*** DATA TO EXAMINE Section Begins ***

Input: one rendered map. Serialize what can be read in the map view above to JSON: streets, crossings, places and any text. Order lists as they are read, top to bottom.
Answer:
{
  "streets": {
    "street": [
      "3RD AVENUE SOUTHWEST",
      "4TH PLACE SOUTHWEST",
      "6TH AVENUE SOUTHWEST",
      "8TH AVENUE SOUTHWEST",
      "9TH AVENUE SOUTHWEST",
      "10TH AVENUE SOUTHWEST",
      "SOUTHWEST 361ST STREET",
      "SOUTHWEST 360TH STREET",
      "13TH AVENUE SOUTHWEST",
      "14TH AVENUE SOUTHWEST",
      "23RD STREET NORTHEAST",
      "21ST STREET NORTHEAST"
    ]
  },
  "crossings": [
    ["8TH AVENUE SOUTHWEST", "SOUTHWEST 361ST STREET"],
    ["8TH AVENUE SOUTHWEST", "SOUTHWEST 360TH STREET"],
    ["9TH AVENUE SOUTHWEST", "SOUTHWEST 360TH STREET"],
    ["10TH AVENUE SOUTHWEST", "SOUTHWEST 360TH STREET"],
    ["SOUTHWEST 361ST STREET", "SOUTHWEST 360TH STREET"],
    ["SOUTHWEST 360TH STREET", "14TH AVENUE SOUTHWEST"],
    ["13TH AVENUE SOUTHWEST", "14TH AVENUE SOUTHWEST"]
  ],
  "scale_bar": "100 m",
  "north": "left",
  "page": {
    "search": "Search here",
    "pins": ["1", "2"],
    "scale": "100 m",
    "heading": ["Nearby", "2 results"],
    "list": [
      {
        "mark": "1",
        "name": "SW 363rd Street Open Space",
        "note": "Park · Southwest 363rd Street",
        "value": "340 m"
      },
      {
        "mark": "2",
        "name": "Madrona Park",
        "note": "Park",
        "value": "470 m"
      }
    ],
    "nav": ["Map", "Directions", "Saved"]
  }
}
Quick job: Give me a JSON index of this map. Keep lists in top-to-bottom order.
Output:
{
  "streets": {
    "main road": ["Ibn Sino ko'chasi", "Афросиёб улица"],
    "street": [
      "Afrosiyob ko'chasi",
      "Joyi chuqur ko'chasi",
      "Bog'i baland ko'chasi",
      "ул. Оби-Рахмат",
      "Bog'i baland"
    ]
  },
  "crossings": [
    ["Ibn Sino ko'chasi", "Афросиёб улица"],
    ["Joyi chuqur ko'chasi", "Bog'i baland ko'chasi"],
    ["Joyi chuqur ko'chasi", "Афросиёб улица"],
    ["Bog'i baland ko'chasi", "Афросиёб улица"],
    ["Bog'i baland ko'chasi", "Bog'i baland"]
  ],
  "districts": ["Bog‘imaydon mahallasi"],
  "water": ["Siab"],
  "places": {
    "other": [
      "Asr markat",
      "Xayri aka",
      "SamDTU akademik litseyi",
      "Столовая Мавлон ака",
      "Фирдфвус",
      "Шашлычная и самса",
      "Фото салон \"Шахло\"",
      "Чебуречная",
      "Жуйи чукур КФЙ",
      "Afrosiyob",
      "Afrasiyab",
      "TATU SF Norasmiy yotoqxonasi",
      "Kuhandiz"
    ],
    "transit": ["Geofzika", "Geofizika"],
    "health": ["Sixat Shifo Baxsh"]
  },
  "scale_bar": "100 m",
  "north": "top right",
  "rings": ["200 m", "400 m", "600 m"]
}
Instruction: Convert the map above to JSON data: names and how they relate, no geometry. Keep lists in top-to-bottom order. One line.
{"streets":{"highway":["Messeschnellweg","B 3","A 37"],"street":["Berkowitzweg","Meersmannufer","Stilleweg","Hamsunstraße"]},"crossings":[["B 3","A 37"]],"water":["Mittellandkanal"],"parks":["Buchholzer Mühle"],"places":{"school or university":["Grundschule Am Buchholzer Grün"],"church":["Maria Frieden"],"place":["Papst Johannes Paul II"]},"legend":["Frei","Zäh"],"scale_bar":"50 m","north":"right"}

*** DATA TO EXAMINE Section Ends ***

TRY IT = What you copy out must be exactly the lines from the line containing "Quick job: Give" through the end of the records.

RESPONSE FOR THIS EXERCISE =
Quick job: Give me a JSON index of this map. Keep lists in top-to-bottom order.
Output:
{
  "streets": {
    "main road": ["Ibn Sino ko'chasi", "Афросиёб улица"],
    "street": [
      "Afrosiyob ko'chasi",
      "Joyi chuqur ko'chasi",
      "Bog'i baland ko'chasi",
      "ул. Оби-Рахмат",
      "Bog'i baland"
    ]
  },
  "crossings": [
    ["Ibn Sino ko'chasi", "Афросиёб улица"],
    ["Joyi chuqur ko'chasi", "Bog'i baland ko'chasi"],
    ["Joyi chuqur ko'chasi", "Афросиёб улица"],
    ["Bog'i baland ko'chasi", "Афросиёб улица"],
    ["Bog'i baland ko'chasi", "Bog'i baland"]
  ],
  "districts": ["Bog‘imaydon mahallasi"],
  "water": ["Siab"],
  "places": {
    "other": [
      "Asr markat",
      "Xayri aka",
      "SamDTU akademik litseyi",
      "Столовая Мавлон ака",
      "Фирдфвус",
      "Шашлычная и самса",
      "Фото салон \"Шахло\"",
      "Чебуречная",
      "Жуйи чукур КФЙ",
      "Afrosiyob",
      "Afrasiyab",
      "TATU SF Norasmiy yotoqxonasi",
      "Kuhandiz"
    ],
    "transit": ["Geofzika", "Geofizika"],
    "health": ["Sixat Shifo Baxsh"]
  },
  "scale_bar": "100 m",
  "north": "top right",
  "rings": ["200 m", "400 m", "600 m"]
}
Instruction: Convert the map above to JSON data: names and how they relate, no geometry. Keep lists in top-to-bottom order. One line.
{"streets":{"highway":["Messeschnellweg","B 3","A 37"],"street":["Berkowitzweg","Meersmannufer","Stilleweg","Hamsunstraße"]},"crossings":[["B 3","A 37"]],"water":["Mittellandkanal"],"parks":["Buchholzer Mühle"],"places":{"school or university":["Grundschule Am Buchholzer Grün"],"church":["Maria Frieden"],"place":["Papst Johannes Paul II"]},"legend":["Frei","Zäh"],"scale_bar":"50 m","north":"right"}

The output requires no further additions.